In two neurological studies on 1,1,1,2-tetrafluoroethane (HFC 134a) there were no significant effects on neurological endpoints. In an operant behaviour study there were no adverse effects on the neurobehavioural endpoints studied at concentrations upto 100000ppm.

Key value for chemical safety assessment

Additional information

Alpk:ApfSD Wistar-derived rats (5/sex/group) were exposed to HFC-134a at target concentrations of 0, 150,000 or 200,000 ppm (0, 625,000, 834,000 mg/m3) for 1 to 2 hours. Further groups of 5 male or female rats were pre-treated with ethanol and were subsequently exposed to air or 150,000 ppm (1.0 g ethanol/kgbw) or 200,000 ppm (5.0 g ethanol/kgbw) HFC-34a for 1 to 2 hours. A neurological examination was conducted on each rat before treatment and a quantitative assessment of sensory perception (tail flick test) was performed on each animal approximately 1 hour after the initiation of exposure. No evidence of neurological dysfunction was observed in any of the treated groups, with or without pre-treatment with ethanol. Female rats exposed to 200,000 ppm HFC-134a showed a small but statistically significant increase in tail flick time. This effect was not seen in male rats exposed to HFC-134a, with or without ethanol pre-treatment, nor in pre-treated female rats. The study showed that there were no significant additive or synergistic effects between ethanol and HFC-134a on the neurological system in the rat (Pinto 1998).

In another study,

Male Wistar rats (10/group) were exposed to HFC-134a or dichlorodifluoromethane (CFC-12) while performing in either a rotarod/motorized running wheel apparatus to steadily increasing concentrations of HFC-134a or CFC-12 for up to 30 minutes, to a maximum concentration of 470,000 ppm (1,960,000 mg/m3), with or without replacement oxygen. The times to loss of equilibrium, loss of hind limb function, loss of forelimb function and loss of righting reflex were measured. In rats exposed to HFC-134a, loss of equilibrium occurred after about 200 seconds, at which time the test atmosphere concentration had reached approximately 200,000 ppm. Loss of righting reflex occurred after about 800 seconds at 380,000 ppm. The replacement of oxygen had marginal effects on the times to effect, although it appeared to protect against convulsions that were seen in some rats exposed to either HFC-134a or CFC 12 without oxygen replacement. In a separate experiment, rats showed a rapid (60s) recovery from these acute CNS effects and no evidence of long-term neurological deficits was seen 30 days following exposure (Ritchie et al, 2001).

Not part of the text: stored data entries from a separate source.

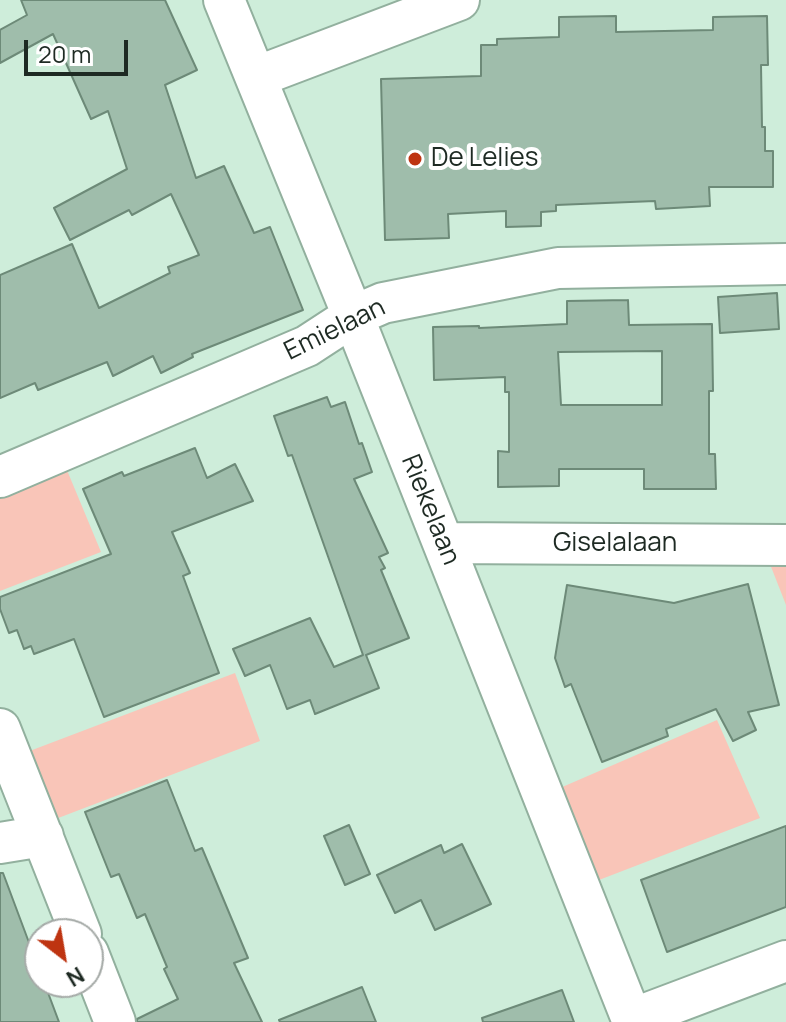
<!DOCTYPE html>
<style>
body{margin:0}
#map{position:relative;width:786px;height:1022px;overflow:hidden;background:#ceedda;font-family:Manrope,sans-serif}
canvas{display:block}
.north{position:absolute;left:24px;top:918px;width:80px;height:80px;box-sizing:border-box;background:#fff;border:2px solid #a5aaa7;border-radius:50%;rotate:149deg;font-size:22px;font-weight:700;line-height:32px;text-align:center;color:#1e2a23}
.north::after{content:'';display:block;margin:auto;width:28px;height:36px;background:#be3411;clip-path:polygon(50% 0,100% 100%,50% 72%,0 100%)}
.scale{position:absolute;left:24px;top:40px;width:104px;height:36px;box-sizing:border-box;border:4px solid #1e2a23;border-top:0;padding-left:10px;font-size:24px;line-height:28px;white-space:nowrap;color:#1e2a23;-webkit-text-stroke:6px #fff;paint-order:stroke}
</style>
<div id="map">
<canvas width="786" height="1022"></canvas>
<div class="north">N</div>
<div class="scale">20 m</div>
</div>
<script>
const context = document.querySelector('canvas').getContext('2d');
context.lineJoin = 'round';
function fillPath(path, color) { context.fillStyle = color; context.fill(path, 'evenodd'); }
const poly = rows => new Path2D(rows.map(r => 'M' + r).join(''));
function stroke(path, color, width, dash) { context.strokeStyle = color; context.lineWidth = width; context.lineCap = dash ? 'butt' : 'round'; context.setLineDash(dash || []); context.stroke(path); }
function drawText(font, color, halo, rows, align = 'center') {
  context.font = font + ' Manrope,sans-serif'; context.lineWidth = 8; context.setLineDash([]); context.textBaseline = 'middle'; context.strokeStyle = halo; context.fillStyle = color; for (const [text, x, y, turn = 0] of rows) {
    context.save(); context.translate(x, y); context.rotate((+turn || 0) * Math.PI / 180); context.textAlign = isNaN(turn) ? turn : align; if (halo) context.strokeText(text, 0, 0); context.fillText(text, 0, 0); context.restore();
  }
}
fillPath(poly([
 [64,463,101,552,0,591,0,490],
 [768,559,786,559,786,605],
 [235,673,260,741,53,820,27,752],
 [717,720,760,818,599,880,560,788]
]), '#f9c5b8');
const building = poly([
 [21,0,165,0,197,70,165,85,196,178,224,166,254,233,270,227,303,310,192,354,193,357,161,373,153,356,113,376,107,362,38,390,35,383,0,398,0,275,72,244,99,308,170,273,168,267,199,255,171,194,132,215,129,210,70,240,54,208,127,169,108,111,91,119,53,34,0,63,0,30,27,15,21,0],
 [616,16,616,32,713,30,713,17,767,16,768,65,761,65,762,127,765,127,765,151,773,151,773,187,709,187,710,206,656,209,655,201,556,205,556,211,541,212,541,226,506,227,506,211,448,214,449,238,385,240,381,79,481,76,481,45,497,45,497,39,559,37,559,17,616,16],
 [777,293,779,329,720,333,718,297,777,293],
 [628,300,629,325,712,324,713,391,709,391,709,454,715,454,716,489,644,489,644,469,559,469,559,486,498,487,498,451,509,452,509,392,505,392,505,377,434,380,433,327,479,326,479,328,567,324,567,301,628,300],
 [662,351,662,405,561,405,558,352,662,351],
 [327,397,331,407,345,402,359,444,362,443,372,472,354,479,388,553,379,557,385,568,381,570,409,638,366,655,379,688,315,714,310,700,287,709,270,665,245,676,233,649,310,618,334,667,363,655,292,455,288,456,274,416,327,397],
 [195,448,207,478,235,464,253,501,172,532,190,573,183,576,219,673,104,717,74,639,34,654,31,646,24,649,17,630,9,633,0,609,0,597,111,554,83,489,122,472,124,476,195,448],
 [748,584,779,705,748,712,756,730,733,741,716,709,666,729,668,736,602,762,571,684,565,687,555,658,567,585,674,603,748,584],
 [167,780,195,851,202,848,248,958,234,963,262,1022,137,1022,137,1019,178,999,164,969,167,967,145,914,137,918,119,874,111,877,85,812,167,780],
 [349,825,370,874,345,885,324,836,349,825],
 [786,826,786,907,667,952,641,880,786,826],
 [462,844,491,904,435,930,421,900,395,913,377,875,441,845,444,853,462,844],
 [0,873,3,873,40,972,40,982,44,982,59,1022,0,1022,0,873],
 [362,987,376,1022,280,1022,279,1020,362,987],
 [562,990,574,1022,483,1022,482,1018,562,990]
]);
fillPath(building, '#9fbdab');
stroke(building, '#6d8a78', 2);
const minor = poly([
 [224,0,353,316,633,1022],
 [256,77,459,0],
 [0,477,307,346,353,316,383,303,558,268,786,264],
 [444,543,786,545],
 [0,729,81,934],
 [0,843,43,836],
 [88,953,115,1022],
 [632,1019,786,961]
]);
stroke(minor, '#92b09e', 44);
stroke(minor, '#fff', 40);
for (const [x, y, r, color] of [
 [415,159,8,"#be3411"]
]) { const dot = new Path2D(); dot.arc(x, y, r, 0, 2 * Math.PI); context.fillStyle = color; context.fill(dot); stroke(dot, '#fff', 3); }
drawText('26px', '#1e2a23', '#fff', [
 ["De Lelies",431,159]
], 'left');
drawText('26px', '#1e2a23', '#fff', [
 ["Emielaan",335,330,-26],
 ["Riekelaan",430,510,68],
 ["Giselalaan",615,544]
]);
</script>
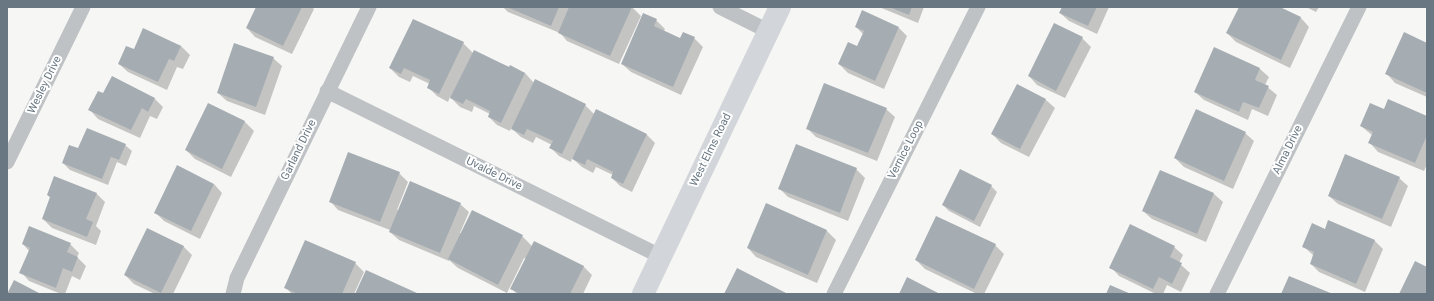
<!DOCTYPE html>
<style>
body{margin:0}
#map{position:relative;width:1434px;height:301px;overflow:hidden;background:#f6f6f4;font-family:Roboto,sans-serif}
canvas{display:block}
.frame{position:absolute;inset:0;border:8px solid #687782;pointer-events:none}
</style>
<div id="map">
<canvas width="1434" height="301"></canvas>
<div class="frame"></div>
</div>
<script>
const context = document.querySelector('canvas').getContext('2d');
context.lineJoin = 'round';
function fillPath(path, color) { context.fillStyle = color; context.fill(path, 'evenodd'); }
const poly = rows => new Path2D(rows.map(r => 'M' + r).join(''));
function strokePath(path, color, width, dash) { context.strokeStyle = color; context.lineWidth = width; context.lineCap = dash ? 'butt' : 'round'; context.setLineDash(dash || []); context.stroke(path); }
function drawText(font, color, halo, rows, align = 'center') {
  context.font = font + ' Roboto,sans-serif'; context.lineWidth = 4; context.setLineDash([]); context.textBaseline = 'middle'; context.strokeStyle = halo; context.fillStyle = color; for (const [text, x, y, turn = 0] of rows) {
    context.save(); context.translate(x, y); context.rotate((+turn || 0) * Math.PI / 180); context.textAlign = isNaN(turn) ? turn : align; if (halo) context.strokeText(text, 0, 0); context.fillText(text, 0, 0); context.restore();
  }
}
const shadow = poly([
 [257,7,312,7,314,9,292,54,255,37,247,28],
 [503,7,632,7,641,16,619,64,567,41,560,33,508,12],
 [879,7,924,7,918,23],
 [1063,7,1109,7,1097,34,1069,21,1060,13],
 [1240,7,1277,7,1301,18,1309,27,1290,68,1236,42,1227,33],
 [1306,7,1319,7,1316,12],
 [656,20,665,29,664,31,681,39,694,38,703,47,681,95,631,72,622,64],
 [856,27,899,28,907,36,884,89,848,73,839,64,858,48,863,34],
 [144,30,181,46,190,55,183,69,177,67,167,90,128,72,119,64,135,51],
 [1082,38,1091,47,1065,98,1037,85,1029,76],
 [463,43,473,53,525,73,534,83,585,105,594,114,647,135,655,143,632,192,620,186,612,178,613,175,596,167,593,173,582,167,572,158,571,162,559,156,551,148,552,145,536,137,533,143,521,137,511,128,510,131,497,125,489,117,490,114,474,106,472,112,460,107,450,97,448,102,437,96,428,87,430,84,413,76,410,82,399,77,390,68],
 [1427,44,1427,97,1395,83,1387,74],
 [1214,49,1260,69,1269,77,1265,85,1277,95,1268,116,1252,109,1248,120,1204,100,1195,92],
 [273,58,282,66,265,115,227,101,218,93],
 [1018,85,1046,100,1055,108,1029,157,1001,143,992,134],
 [104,95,154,98,163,107,157,119,150,116,140,138,98,119,90,110],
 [209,104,245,122,254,131,231,177,195,159,186,150],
 [886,109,895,117,877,161,816,137,807,128],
 [1384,110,1427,117,1427,164,1424,171,1378,152,1370,143,1373,136,1361,126],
 [1245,133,1254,141,1233,189,1184,167,1175,158],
 [125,145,132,151,126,166,117,162,108,185,70,170,63,163,79,150],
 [856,169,865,178,848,221,788,197,780,189],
 [1160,171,1214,194,1223,202,1206,242,1152,219,1143,211],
 [399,173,408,182,397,210,460,204,469,212,460,233,522,236,532,246,583,266,592,275,583,294,517,294,511,288,526,259,524,258,507,293,458,268,449,260,449,261,399,240,390,232,390,230,338,210,330,201],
 [1399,178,1408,186,1391,227,1338,204,1329,196],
 [214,184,222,193,200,239,164,221,155,212],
 [991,186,997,192,980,227,949,211,943,205],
 [96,193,105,202,96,226,101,231,96,245,52,228,43,219,51,198,48,195],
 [767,205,827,231,836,240,817,283,756,257,748,248],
 [1325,230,1374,240,1383,249,1365,292,1319,272,1311,264,1314,256,1303,246],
 [23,244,70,244,79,253,77,257,86,266,80,280,72,276,65,294,61,294,29,281,21,272,29,251],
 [995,245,1004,254,984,294,977,294,925,269,916,260],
 [183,246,192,255,173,294,155,294,134,284,125,275],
 [1174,247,1183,255,1179,263,1190,273,1181,292,1167,285,1163,294,1156,294,1119,276,1111,267],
 [355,263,364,272,354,294,292,294,285,287]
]);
const building = poly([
 [256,7,302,7,283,46,246,28],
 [507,7,559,7,551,26],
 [569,7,632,7,610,56,558,33],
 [889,7,912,7,909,15],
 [1062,7,1097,7,1088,26,1059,13],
 [1239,7,1280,7,1301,17,1281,60,1226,33],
 [862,10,899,27,875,81,838,64,848,42,857,46,864,31,855,27],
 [643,13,657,19,654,26,680,38,683,32,695,37,673,87,621,64],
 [413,19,464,42,439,94,427,88,430,80,404,68,401,74,389,68],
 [1054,23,1083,37,1056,91,1028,76],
 [143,28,181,46,174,61,169,59,158,82,118,64,126,46,134,49],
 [1404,32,1427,43,1427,93,1385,74],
 [234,43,274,57,256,107,217,93],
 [1214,47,1260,68,1255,80,1269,86,1259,108,1243,102,1239,112,1194,92],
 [474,50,509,67,510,65,525,73,501,123,488,117,490,111,466,99,463,104,450,98],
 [112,76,155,98,148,112,142,108,131,130,88,110,98,91,103,93],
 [535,79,586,104,562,154,549,148,553,141,527,129,524,135,511,129],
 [824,83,887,108,868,153,806,129],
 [1017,84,1046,99,1020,149,991,134],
 [1388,99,1427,116,1427,135,1415,163,1368,143,1373,132,1360,126,1370,103,1384,109],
 [208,103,245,121,222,169,185,150],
 [596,109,647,134,623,184,611,178,613,172,587,159,585,165,572,159],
 [1196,109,1246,132,1224,181,1174,158],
 [87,128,126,144,119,160,111,157,102,179,62,163,69,145,78,148],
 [796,144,857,168,840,213,778,189],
 [348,152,400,172,380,222,329,202],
 [1345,154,1400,177,1382,219,1328,196],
 [177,165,214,184,191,231,154,213],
 [960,169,992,185,974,221,942,205],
 [1160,170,1214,193,1197,234,1142,211],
 [54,176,97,193,86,219,93,222,87,237,42,219,50,197,47,195],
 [410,181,461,203,440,253,389,232],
 [766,203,827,230,808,275,747,248],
 [472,210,523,235,498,285,448,259],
 [936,216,996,244,974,289,915,260],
 [1328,220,1375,240,1356,284,1310,264,1314,252,1302,247,1312,223,1325,229],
 [1130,224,1175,246,1170,257,1182,263,1172,284,1159,277,1153,289,1109,268],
 [29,226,71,243,67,252,78,257,72,272,63,268,56,288,19,273,30,248,22,244],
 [147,228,184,246,161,293,124,275],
 [305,240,356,262,342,294,298,294,284,288],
 [534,241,584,266,570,294,521,294,510,289],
 [1415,261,1427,267,1427,294,1399,294],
 [737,268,788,294,724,294],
 [366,270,417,293,416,294,355,294],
 [1289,276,1333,294,1281,294],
 [907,277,940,294,899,294],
 [14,280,41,294,7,294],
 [1110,285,1131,294,1106,294]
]);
const street = poly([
 [720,7,768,31],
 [327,91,660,256],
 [7,162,83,7],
 [233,294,237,278,369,7],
 [834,294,978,7],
 [1217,294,1359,7]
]);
const secondary = poly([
 [643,294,780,7]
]);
const streetNames = [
 ["Wesley Drive",45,85,-64],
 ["Garland Drive",299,150,-64],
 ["West Elms Road",711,150,-64],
 ["Vernice Loop",906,150,-63],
 ["Alma Drive",1288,150,-64],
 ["Uvalde Drive",494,174,26]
];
fillPath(shadow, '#0003');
fillPath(building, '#a6adb2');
strokePath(street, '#bec2c5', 15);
strokePath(secondary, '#d2d6da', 22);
drawText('11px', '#687782', '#fff', streetNames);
</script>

In an operant behaviour study, male Wistar rats (4/group) were exposed (15 min/d) to HFC-134a or CFC-12 concentrations increasing from 40,000 to 140,000 ppm (167,000 - 584,000 mg/m3) for 20 successive days. Behaviour was assessed by the number of food rewards earned by the subject during exposure following a standard schedule of training, The number of food rewards earned by rats exposed to 140,000 ppm HFC-134a, but not 100,000 ppm (417,000 mg/m3) and below, was significantly reduced when compared to controls. For the neurobehavioral endpoints examined, HFC-134a was shown to induce deficits at somewhat lower concentrations when compared to CFC-12 exposure (Richie et al, 2001).

Justification for classification or non-classification

In two neurological studies on HFC 134a there were no significant effects on neurological endpoints. In an operant behaviour study there were no adverse effects on the neurobehavioural endpoints studied at concentrations upto 100000ppm. Therefore classification for neurological effects is not warranted according to EU Directive 67/548/EEC and EU Classification, Labelling and Packaging of Substances and Mixtures (CLP) Regulation (EC) No. 1272/2008.